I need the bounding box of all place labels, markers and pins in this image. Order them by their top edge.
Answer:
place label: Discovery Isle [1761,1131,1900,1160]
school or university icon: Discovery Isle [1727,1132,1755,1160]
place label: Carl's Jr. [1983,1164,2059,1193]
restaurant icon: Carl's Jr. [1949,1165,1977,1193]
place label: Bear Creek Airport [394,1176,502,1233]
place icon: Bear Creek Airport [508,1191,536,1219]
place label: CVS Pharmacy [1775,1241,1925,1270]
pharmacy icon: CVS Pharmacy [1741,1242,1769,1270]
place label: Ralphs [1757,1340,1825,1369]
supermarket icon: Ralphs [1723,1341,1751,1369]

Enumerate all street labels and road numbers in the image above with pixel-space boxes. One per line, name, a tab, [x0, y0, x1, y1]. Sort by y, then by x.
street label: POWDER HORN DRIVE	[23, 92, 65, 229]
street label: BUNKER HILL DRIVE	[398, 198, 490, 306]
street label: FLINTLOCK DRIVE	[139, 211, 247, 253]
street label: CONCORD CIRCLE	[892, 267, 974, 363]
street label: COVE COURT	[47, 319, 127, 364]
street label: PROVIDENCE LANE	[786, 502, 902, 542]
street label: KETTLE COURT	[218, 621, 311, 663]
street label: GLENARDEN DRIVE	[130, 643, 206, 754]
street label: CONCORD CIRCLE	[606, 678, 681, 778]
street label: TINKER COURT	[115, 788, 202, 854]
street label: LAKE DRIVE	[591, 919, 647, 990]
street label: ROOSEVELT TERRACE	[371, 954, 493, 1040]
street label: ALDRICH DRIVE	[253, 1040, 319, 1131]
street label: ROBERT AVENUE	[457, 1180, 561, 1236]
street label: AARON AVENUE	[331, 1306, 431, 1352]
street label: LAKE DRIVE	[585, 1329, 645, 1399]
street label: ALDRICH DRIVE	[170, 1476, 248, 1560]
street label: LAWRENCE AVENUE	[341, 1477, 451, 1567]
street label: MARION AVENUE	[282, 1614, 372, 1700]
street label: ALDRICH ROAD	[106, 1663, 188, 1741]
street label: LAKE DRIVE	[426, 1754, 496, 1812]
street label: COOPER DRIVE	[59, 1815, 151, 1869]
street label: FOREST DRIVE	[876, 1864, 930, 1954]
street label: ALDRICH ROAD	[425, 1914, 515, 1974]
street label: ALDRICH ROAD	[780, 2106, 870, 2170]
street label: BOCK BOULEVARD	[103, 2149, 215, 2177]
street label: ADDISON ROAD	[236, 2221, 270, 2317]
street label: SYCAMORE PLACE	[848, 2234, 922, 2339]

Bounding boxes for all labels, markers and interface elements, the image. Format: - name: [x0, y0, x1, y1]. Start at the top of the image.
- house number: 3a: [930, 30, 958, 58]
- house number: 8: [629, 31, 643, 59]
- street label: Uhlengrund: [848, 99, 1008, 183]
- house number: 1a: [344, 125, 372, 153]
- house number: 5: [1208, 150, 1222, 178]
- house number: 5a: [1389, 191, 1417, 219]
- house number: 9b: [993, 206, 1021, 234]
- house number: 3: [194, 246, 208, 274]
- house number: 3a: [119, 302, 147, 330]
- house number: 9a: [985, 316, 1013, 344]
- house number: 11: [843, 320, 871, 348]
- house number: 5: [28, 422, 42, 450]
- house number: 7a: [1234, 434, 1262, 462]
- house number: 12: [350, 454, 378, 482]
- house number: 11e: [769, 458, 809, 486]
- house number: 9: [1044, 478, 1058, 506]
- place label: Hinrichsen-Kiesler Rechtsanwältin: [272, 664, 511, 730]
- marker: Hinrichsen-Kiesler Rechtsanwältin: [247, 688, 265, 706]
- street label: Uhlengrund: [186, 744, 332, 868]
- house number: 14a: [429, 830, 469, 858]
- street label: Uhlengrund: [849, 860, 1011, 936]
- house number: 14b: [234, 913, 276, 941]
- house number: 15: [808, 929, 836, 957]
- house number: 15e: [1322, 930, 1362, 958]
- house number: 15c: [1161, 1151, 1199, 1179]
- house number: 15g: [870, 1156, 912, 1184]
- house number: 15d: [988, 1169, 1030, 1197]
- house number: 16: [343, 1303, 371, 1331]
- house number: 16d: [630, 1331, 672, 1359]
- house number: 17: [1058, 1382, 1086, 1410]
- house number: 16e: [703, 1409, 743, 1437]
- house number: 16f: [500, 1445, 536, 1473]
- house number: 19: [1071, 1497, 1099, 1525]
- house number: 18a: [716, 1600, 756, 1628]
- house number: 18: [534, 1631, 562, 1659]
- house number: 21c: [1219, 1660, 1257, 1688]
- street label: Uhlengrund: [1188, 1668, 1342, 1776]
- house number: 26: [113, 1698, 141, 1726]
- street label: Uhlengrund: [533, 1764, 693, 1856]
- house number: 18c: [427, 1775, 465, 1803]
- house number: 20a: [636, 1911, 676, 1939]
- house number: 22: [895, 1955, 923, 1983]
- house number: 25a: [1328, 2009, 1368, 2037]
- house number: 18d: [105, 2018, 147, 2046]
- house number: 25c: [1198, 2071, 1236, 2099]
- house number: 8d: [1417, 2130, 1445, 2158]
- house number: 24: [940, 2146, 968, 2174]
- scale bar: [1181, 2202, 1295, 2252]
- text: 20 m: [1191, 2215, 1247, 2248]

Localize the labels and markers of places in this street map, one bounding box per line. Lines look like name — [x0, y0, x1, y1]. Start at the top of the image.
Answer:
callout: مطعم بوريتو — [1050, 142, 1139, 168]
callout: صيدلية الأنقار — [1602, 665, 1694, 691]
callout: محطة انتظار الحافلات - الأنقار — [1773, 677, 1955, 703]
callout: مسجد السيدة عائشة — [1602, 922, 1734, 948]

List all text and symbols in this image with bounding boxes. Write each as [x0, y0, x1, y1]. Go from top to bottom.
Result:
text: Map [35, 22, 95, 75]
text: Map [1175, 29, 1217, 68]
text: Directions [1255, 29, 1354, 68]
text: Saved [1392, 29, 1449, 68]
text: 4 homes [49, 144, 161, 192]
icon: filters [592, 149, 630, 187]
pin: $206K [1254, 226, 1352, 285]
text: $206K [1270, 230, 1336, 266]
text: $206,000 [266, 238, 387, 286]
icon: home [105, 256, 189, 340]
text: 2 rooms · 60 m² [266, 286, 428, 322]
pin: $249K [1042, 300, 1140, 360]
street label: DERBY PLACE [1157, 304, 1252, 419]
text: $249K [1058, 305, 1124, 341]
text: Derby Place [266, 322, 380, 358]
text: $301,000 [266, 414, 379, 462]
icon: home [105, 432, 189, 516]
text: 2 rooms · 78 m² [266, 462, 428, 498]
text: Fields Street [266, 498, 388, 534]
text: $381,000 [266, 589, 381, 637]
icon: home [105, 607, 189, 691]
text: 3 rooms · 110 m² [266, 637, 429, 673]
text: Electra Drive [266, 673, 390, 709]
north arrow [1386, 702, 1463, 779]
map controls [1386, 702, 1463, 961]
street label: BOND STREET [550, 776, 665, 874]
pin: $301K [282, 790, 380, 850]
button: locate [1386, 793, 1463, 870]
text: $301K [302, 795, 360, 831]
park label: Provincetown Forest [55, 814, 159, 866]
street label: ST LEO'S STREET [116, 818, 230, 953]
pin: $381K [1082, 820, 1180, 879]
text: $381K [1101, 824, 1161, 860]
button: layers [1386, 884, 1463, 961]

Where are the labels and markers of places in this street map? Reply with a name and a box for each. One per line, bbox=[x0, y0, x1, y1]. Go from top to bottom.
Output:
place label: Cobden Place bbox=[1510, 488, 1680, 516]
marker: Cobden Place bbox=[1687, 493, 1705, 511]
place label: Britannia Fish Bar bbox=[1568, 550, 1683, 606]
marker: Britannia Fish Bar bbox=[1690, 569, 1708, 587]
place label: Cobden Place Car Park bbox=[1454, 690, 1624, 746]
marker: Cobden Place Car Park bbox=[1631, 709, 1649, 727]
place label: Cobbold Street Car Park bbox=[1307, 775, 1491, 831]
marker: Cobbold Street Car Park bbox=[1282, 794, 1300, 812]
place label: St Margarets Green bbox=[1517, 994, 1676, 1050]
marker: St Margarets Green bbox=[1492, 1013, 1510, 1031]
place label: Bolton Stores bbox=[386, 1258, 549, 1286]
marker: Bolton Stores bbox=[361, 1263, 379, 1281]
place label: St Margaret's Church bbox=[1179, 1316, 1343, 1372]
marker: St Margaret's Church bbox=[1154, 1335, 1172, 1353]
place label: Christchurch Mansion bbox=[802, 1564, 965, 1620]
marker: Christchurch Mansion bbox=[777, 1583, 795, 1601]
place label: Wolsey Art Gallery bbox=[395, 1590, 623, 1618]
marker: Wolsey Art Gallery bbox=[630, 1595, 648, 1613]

──────────────────────────────

▸ What you have to do: Using the records above, set down exactly the lines from the one with "Localize the labels" through the one with "Where are the", inclusive, and nothing more.

▸ Result:
Localize the labels and markers of places in this street map, one bounding box per line. Lines look like name — [x0, y0, x1, y1]. Start at the top of the image.
Answer:
callout: مطعم بوريتو — [1050, 142, 1139, 168]
callout: صيدلية الأنقار — [1602, 665, 1694, 691]
callout: محطة انتظار الحافلات - الأنقار — [1773, 677, 1955, 703]
callout: مسجد السيدة عائشة — [1602, 922, 1734, 948]

List all text and symbols in this image with bounding boxes. Write each as [x0, y0, x1, y1]. Go from top to bottom.
Result:
text: Map [35, 22, 95, 75]
text: Map [1175, 29, 1217, 68]
text: Directions [1255, 29, 1354, 68]
text: Saved [1392, 29, 1449, 68]
text: 4 homes [49, 144, 161, 192]
icon: filters [592, 149, 630, 187]
pin: $206K [1254, 226, 1352, 285]
text: $206K [1270, 230, 1336, 266]
text: $206,000 [266, 238, 387, 286]
icon: home [105, 256, 189, 340]
text: 2 rooms · 60 m² [266, 286, 428, 322]
pin: $249K [1042, 300, 1140, 360]
street label: DERBY PLACE [1157, 304, 1252, 419]
text: $249K [1058, 305, 1124, 341]
text: Derby Place [266, 322, 380, 358]
text: $301,000 [266, 414, 379, 462]
icon: home [105, 432, 189, 516]
text: 2 rooms · 78 m² [266, 462, 428, 498]
text: Fields Street [266, 498, 388, 534]
text: $381,000 [266, 589, 381, 637]
icon: home [105, 607, 189, 691]
text: 3 rooms · 110 m² [266, 637, 429, 673]
text: Electra Drive [266, 673, 390, 709]
north arrow [1386, 702, 1463, 779]
map controls [1386, 702, 1463, 961]
street label: BOND STREET [550, 776, 665, 874]
pin: $301K [282, 790, 380, 850]
button: locate [1386, 793, 1463, 870]
text: $301K [302, 795, 360, 831]
park label: Provincetown Forest [55, 814, 159, 866]
street label: ST LEO'S STREET [116, 818, 230, 953]
pin: $381K [1082, 820, 1180, 879]
text: $381K [1101, 824, 1161, 860]
button: layers [1386, 884, 1463, 961]

Where are the labels and markers of places in this street map? Reply with a name and a box for each. One per line, bbox=[x0, y0, x1, y1]. Go from top to bottom.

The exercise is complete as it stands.